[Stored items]
........
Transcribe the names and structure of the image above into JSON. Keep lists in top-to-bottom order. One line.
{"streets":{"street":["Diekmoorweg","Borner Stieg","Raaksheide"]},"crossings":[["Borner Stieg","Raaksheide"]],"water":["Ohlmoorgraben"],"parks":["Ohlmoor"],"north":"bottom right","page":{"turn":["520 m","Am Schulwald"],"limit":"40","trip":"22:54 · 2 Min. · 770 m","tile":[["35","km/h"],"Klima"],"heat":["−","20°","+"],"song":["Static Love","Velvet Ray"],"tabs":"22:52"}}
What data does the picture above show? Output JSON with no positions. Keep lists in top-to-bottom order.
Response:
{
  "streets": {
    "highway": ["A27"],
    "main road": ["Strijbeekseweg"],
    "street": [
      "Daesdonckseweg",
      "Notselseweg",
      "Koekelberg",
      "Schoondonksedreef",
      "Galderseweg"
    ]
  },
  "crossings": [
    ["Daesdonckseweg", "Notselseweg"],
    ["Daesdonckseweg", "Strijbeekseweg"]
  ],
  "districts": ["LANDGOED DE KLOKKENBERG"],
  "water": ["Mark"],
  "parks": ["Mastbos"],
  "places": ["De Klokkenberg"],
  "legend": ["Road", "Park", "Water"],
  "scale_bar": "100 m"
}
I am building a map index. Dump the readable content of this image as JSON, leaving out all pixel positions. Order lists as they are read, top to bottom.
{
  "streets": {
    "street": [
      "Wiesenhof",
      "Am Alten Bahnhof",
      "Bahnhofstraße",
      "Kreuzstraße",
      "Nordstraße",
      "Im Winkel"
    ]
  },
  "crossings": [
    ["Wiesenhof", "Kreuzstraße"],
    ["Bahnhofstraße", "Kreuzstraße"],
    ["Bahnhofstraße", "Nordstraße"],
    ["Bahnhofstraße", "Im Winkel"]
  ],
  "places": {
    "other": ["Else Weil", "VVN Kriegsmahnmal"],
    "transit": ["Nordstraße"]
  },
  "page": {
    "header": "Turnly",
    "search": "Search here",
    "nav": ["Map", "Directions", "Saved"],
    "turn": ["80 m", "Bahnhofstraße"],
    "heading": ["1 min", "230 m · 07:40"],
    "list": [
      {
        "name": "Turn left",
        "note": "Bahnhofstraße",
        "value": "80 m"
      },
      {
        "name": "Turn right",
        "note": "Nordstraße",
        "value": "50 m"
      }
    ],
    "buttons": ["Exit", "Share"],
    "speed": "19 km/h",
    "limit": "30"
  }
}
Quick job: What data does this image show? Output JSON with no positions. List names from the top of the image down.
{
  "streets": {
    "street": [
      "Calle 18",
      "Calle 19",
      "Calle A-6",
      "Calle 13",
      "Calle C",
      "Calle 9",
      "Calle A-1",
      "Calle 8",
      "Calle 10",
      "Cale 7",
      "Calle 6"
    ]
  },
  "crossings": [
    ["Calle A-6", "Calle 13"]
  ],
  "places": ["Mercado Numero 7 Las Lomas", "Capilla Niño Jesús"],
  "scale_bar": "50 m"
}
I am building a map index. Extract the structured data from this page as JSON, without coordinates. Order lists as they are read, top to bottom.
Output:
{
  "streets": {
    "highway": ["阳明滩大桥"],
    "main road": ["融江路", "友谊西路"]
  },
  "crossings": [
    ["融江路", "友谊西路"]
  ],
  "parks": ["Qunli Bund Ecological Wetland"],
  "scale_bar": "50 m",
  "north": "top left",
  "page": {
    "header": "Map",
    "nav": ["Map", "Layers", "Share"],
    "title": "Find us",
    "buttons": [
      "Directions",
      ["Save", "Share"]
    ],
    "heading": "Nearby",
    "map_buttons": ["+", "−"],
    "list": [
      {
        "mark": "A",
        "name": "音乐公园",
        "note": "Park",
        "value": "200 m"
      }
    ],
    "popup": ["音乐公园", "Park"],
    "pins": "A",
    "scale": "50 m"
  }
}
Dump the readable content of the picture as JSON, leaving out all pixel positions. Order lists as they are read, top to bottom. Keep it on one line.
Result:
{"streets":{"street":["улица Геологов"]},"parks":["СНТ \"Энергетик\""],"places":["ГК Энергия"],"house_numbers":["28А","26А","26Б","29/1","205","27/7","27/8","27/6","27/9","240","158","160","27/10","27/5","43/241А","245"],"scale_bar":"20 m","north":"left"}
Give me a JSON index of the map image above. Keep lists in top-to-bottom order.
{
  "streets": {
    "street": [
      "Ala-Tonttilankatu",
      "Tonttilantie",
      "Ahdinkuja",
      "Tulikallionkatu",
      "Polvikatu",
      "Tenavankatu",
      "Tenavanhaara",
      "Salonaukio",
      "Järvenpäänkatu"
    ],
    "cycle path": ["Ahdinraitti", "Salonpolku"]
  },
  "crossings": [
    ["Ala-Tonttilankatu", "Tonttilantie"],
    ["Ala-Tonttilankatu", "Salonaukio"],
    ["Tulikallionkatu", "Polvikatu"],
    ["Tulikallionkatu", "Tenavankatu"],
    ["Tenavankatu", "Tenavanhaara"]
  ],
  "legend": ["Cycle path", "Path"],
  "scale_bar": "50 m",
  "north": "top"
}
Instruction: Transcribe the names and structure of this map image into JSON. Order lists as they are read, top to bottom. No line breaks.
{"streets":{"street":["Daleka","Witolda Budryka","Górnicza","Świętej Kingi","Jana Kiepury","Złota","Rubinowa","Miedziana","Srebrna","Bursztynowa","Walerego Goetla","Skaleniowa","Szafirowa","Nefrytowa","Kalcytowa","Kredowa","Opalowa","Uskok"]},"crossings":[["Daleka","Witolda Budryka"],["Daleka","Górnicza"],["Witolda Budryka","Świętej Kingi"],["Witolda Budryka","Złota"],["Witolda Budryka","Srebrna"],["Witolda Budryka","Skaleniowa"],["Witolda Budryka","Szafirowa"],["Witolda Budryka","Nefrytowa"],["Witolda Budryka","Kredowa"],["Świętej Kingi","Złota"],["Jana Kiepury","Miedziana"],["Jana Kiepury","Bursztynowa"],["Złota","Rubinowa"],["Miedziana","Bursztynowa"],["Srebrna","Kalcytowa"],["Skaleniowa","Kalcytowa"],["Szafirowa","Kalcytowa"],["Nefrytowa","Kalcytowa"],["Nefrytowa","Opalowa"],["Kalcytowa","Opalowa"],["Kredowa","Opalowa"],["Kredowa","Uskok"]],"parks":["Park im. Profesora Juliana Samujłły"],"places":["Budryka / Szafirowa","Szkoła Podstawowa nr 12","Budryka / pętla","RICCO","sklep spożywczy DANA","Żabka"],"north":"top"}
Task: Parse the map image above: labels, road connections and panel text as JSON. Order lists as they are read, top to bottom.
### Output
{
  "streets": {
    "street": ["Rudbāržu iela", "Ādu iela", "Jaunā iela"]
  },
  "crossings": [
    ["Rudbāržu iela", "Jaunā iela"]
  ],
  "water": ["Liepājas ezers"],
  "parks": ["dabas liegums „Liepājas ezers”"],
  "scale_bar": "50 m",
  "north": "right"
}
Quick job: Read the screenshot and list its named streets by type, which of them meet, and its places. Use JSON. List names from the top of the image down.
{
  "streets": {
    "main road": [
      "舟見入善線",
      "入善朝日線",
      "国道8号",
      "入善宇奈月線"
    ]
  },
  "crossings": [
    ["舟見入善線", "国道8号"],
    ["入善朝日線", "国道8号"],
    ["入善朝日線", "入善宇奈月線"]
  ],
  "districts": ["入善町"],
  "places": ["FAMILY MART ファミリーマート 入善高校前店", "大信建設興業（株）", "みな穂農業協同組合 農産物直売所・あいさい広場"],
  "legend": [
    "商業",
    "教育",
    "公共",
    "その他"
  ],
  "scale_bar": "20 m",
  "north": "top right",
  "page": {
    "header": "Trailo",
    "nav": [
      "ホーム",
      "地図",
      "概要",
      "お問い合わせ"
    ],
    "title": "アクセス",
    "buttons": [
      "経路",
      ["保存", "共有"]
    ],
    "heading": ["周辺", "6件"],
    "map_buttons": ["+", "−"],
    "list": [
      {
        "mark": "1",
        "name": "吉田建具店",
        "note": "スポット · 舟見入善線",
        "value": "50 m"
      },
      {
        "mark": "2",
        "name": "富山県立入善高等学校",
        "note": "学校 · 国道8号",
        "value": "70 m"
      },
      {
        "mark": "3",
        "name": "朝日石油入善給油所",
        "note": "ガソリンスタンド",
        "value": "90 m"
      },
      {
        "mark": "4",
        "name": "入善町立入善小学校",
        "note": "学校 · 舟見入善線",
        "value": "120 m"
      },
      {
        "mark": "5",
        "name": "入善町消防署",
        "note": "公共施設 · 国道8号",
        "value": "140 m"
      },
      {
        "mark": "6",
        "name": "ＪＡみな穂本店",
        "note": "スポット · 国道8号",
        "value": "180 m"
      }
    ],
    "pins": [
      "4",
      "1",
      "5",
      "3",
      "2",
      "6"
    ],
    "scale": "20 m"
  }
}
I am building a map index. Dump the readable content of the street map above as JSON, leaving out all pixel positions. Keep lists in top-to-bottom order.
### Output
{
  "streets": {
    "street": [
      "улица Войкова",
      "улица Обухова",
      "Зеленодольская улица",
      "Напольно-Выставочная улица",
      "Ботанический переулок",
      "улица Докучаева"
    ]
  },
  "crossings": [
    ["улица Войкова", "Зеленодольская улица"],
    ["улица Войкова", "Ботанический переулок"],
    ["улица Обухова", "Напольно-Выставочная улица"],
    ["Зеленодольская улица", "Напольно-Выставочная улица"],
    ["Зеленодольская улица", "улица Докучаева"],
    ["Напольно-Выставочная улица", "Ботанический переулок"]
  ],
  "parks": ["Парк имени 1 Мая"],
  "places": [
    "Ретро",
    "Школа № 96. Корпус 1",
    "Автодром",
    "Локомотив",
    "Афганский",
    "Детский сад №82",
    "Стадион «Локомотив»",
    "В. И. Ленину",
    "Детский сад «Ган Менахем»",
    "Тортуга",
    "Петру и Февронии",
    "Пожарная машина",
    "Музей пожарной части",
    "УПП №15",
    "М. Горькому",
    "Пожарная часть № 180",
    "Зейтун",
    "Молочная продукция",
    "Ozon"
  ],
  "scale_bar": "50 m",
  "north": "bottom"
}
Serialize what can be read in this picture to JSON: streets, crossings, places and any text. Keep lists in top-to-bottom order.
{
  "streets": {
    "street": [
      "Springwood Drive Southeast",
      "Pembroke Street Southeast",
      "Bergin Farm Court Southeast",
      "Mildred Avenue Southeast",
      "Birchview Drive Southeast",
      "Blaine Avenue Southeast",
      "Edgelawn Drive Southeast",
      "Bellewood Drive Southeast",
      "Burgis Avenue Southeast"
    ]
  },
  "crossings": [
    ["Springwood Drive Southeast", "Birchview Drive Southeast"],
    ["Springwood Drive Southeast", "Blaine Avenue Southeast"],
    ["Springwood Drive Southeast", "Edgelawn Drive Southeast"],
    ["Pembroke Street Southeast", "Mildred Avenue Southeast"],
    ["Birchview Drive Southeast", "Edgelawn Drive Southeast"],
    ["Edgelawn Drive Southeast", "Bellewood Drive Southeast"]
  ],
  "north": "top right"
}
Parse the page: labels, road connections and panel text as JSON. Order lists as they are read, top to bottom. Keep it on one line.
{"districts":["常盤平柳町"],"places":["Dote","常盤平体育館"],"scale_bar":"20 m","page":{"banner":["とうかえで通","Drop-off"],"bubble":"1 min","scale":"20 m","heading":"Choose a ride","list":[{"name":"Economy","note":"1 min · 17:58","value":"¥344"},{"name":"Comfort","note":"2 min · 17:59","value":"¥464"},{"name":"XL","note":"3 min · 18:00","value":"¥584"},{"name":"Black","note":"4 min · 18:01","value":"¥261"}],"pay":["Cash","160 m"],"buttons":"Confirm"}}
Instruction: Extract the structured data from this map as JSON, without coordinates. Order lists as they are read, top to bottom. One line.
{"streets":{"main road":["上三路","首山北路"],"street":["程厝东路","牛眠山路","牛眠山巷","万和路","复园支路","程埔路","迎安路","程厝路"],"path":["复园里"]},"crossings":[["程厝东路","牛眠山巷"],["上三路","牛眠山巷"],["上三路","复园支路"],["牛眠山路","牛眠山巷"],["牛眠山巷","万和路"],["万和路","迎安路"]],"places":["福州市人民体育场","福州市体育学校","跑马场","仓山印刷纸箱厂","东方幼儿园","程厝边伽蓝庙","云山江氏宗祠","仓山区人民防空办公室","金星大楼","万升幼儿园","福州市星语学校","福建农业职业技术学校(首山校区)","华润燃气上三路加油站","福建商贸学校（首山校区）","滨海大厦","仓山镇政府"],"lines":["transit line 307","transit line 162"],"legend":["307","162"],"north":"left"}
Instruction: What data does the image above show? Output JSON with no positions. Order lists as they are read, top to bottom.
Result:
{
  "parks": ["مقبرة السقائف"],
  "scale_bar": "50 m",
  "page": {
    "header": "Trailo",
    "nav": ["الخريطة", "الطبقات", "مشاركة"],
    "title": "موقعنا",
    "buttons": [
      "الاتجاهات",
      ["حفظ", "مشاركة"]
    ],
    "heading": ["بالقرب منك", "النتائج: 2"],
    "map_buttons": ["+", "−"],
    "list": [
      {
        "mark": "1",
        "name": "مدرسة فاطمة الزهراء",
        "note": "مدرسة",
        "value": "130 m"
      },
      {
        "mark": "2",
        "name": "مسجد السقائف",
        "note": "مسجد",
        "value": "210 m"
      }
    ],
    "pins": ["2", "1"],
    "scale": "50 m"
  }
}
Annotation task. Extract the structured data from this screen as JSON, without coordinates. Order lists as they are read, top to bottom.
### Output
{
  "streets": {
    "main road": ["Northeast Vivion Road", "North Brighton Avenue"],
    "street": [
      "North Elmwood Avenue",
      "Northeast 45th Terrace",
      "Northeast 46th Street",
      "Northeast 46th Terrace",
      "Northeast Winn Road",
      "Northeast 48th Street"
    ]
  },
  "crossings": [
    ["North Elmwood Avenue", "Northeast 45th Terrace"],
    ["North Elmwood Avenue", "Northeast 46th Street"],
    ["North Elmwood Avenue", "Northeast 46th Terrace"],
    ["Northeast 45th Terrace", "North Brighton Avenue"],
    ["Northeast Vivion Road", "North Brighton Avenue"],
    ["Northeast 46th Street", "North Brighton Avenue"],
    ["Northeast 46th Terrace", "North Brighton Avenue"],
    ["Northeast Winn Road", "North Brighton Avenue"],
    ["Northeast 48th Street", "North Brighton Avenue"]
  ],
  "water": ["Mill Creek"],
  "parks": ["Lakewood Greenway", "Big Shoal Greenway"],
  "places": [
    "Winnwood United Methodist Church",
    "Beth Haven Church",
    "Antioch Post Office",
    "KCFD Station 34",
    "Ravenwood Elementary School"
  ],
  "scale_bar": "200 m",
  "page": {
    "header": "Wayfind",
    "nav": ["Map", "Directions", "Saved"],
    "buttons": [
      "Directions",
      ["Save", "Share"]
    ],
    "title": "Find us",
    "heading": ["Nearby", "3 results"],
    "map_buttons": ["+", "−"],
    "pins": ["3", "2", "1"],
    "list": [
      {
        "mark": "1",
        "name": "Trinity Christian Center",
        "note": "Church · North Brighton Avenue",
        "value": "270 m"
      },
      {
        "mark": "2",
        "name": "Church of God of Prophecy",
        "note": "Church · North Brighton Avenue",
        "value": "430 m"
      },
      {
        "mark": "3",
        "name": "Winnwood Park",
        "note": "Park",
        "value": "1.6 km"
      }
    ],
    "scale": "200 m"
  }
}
........
Exercise aim
All lines above from the line with "Instruction: What data" through the line with "Annotation task. Extract", both included, are to be set down exactly, with nothing else.

The completed task
Instruction: What data does the image above show? Output JSON with no positions. Order lists as they are read, top to bottom.
Result:
{
  "parks": ["مقبرة السقائف"],
  "scale_bar": "50 m",
  "page": {
    "header": "Trailo",
    "nav": ["الخريطة", "الطبقات", "مشاركة"],
    "title": "موقعنا",
    "buttons": [
      "الاتجاهات",
      ["حفظ", "مشاركة"]
    ],
    "heading": ["بالقرب منك", "النتائج: 2"],
    "map_buttons": ["+", "−"],
    "list": [
      {
        "mark": "1",
        "name": "مدرسة فاطمة الزهراء",
        "note": "مدرسة",
        "value": "130 m"
      },
      {
        "mark": "2",
        "name": "مسجد السقائف",
        "note": "مسجد",
        "value": "210 m"
      }
    ],
    "pins": ["2", "1"],
    "scale": "50 m"
  }
}
Annotation task. Extract the structured data from this screen as JSON, without coordinates. Order lists as they are read, top to bottom.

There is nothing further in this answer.